SUPPLIED MATERIAL ▸
+ + + + +
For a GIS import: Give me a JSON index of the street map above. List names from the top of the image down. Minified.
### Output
+ + + + +
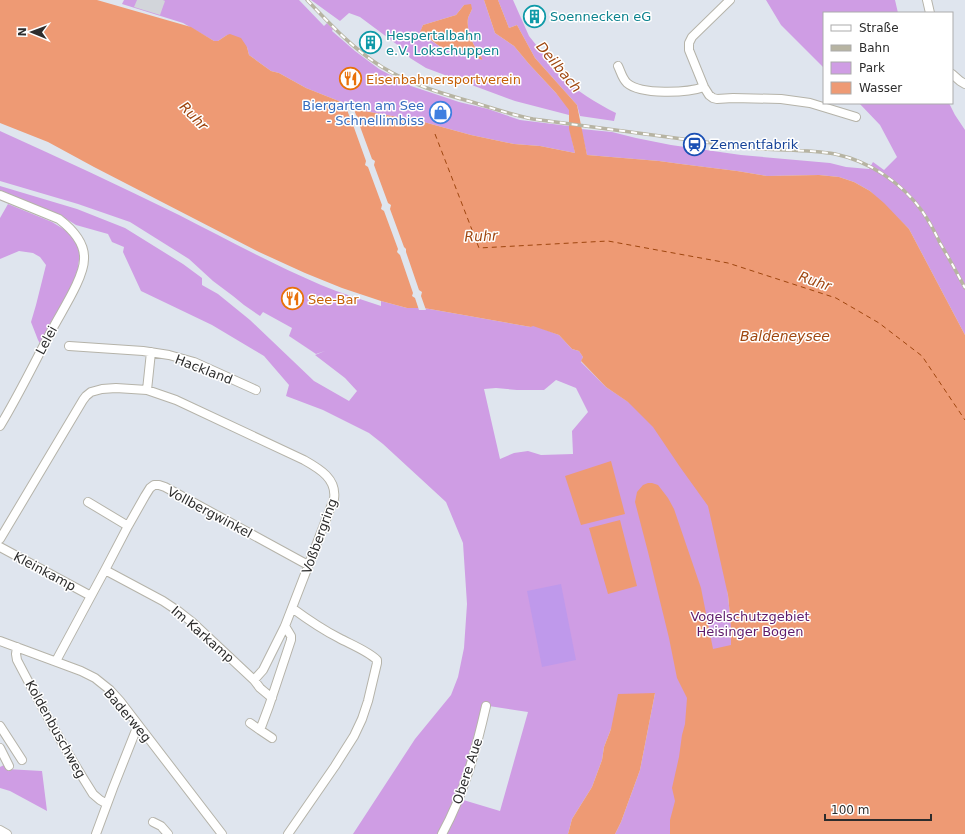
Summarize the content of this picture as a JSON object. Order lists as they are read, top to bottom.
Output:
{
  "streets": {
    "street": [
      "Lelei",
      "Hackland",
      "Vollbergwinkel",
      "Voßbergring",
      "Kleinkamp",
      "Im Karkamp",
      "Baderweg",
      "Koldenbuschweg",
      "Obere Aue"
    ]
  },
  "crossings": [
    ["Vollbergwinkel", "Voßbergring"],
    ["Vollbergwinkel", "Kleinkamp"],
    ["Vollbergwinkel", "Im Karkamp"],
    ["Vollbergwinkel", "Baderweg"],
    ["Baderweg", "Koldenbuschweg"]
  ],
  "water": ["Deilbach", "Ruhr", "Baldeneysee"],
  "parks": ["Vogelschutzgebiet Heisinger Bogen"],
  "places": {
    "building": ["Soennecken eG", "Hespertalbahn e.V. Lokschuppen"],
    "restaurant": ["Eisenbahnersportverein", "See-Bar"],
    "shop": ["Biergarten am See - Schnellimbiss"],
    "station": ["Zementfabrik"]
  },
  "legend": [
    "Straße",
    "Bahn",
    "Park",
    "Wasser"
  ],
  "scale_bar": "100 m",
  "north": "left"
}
+ + + + +
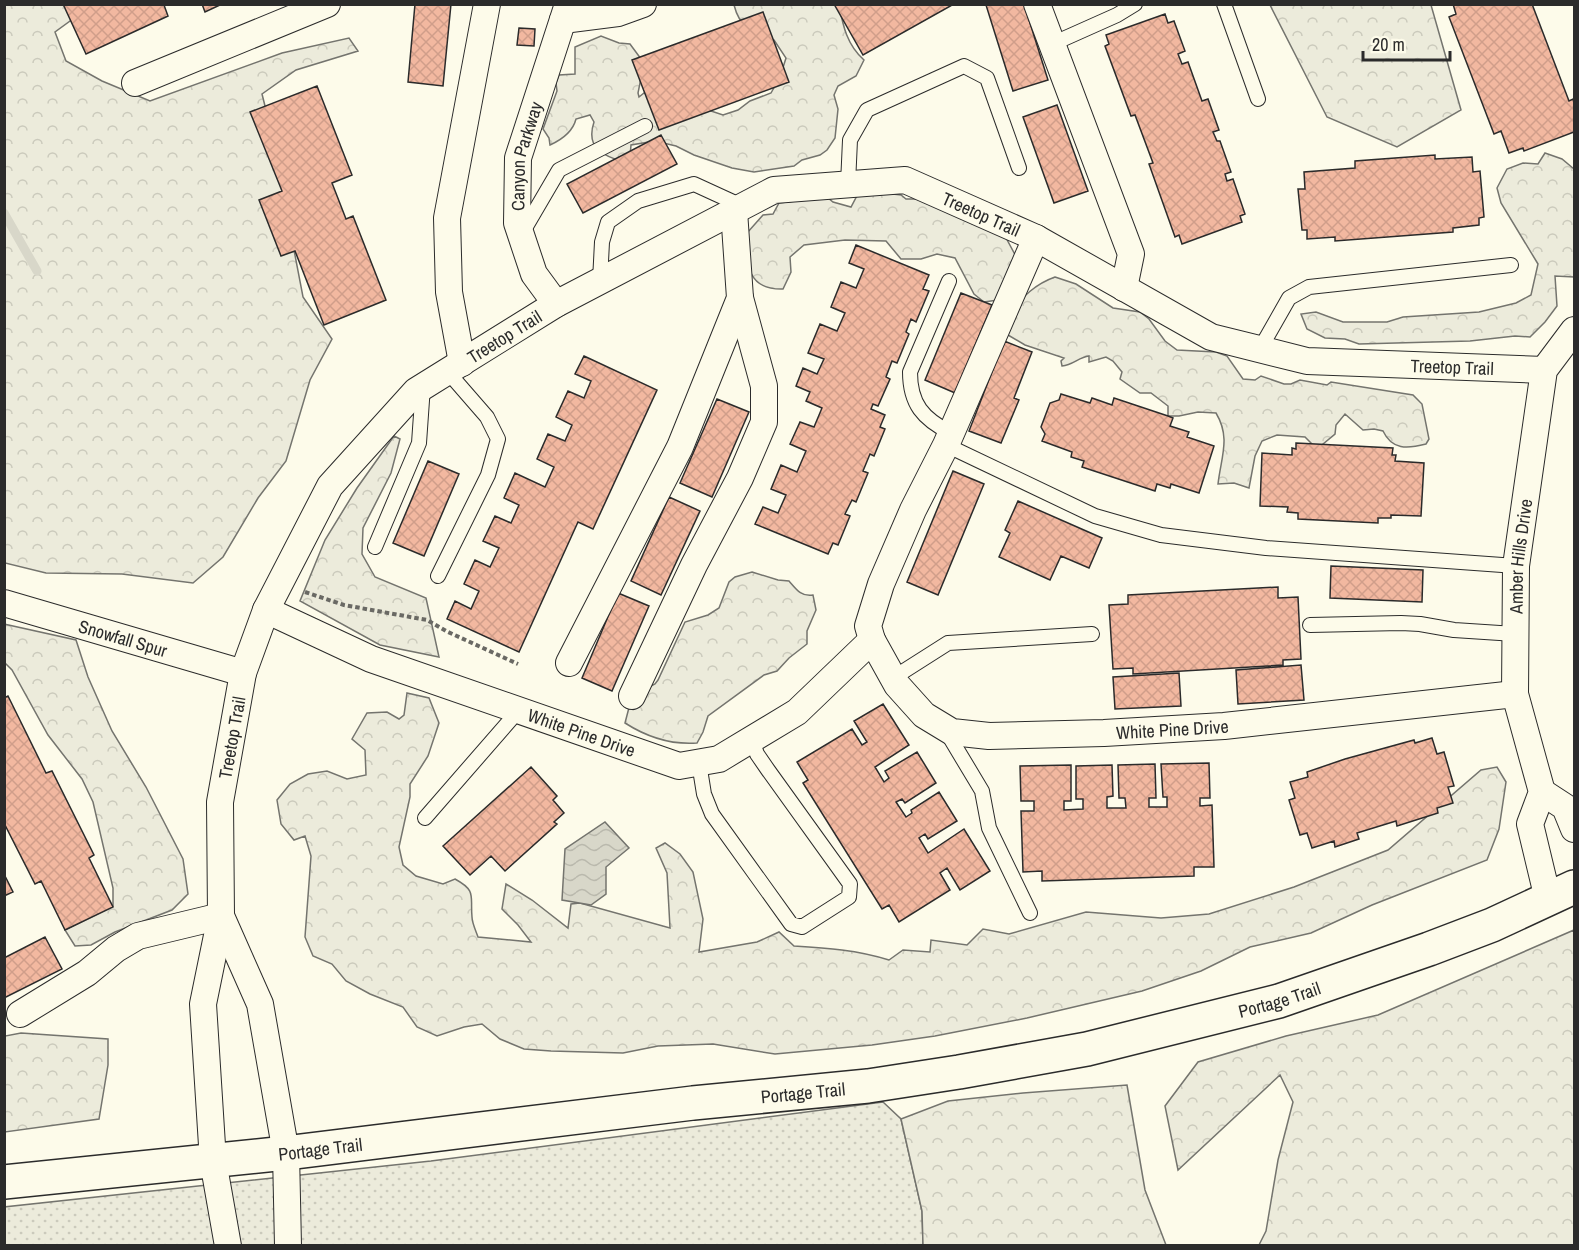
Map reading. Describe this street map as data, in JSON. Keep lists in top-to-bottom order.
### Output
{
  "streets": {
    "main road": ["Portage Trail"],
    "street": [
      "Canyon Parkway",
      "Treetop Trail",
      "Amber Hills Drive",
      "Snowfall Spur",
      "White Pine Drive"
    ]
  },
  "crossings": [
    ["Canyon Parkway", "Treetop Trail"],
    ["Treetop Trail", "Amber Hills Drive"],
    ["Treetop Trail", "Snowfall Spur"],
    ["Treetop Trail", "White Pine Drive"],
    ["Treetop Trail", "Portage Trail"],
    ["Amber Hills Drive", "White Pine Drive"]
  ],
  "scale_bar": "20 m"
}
+ + + + +
TASK PROMPT ▸ State the number of lines in the preceding data that contain the word "this", and nothing besides.

RESPONSE AREA ▸ 2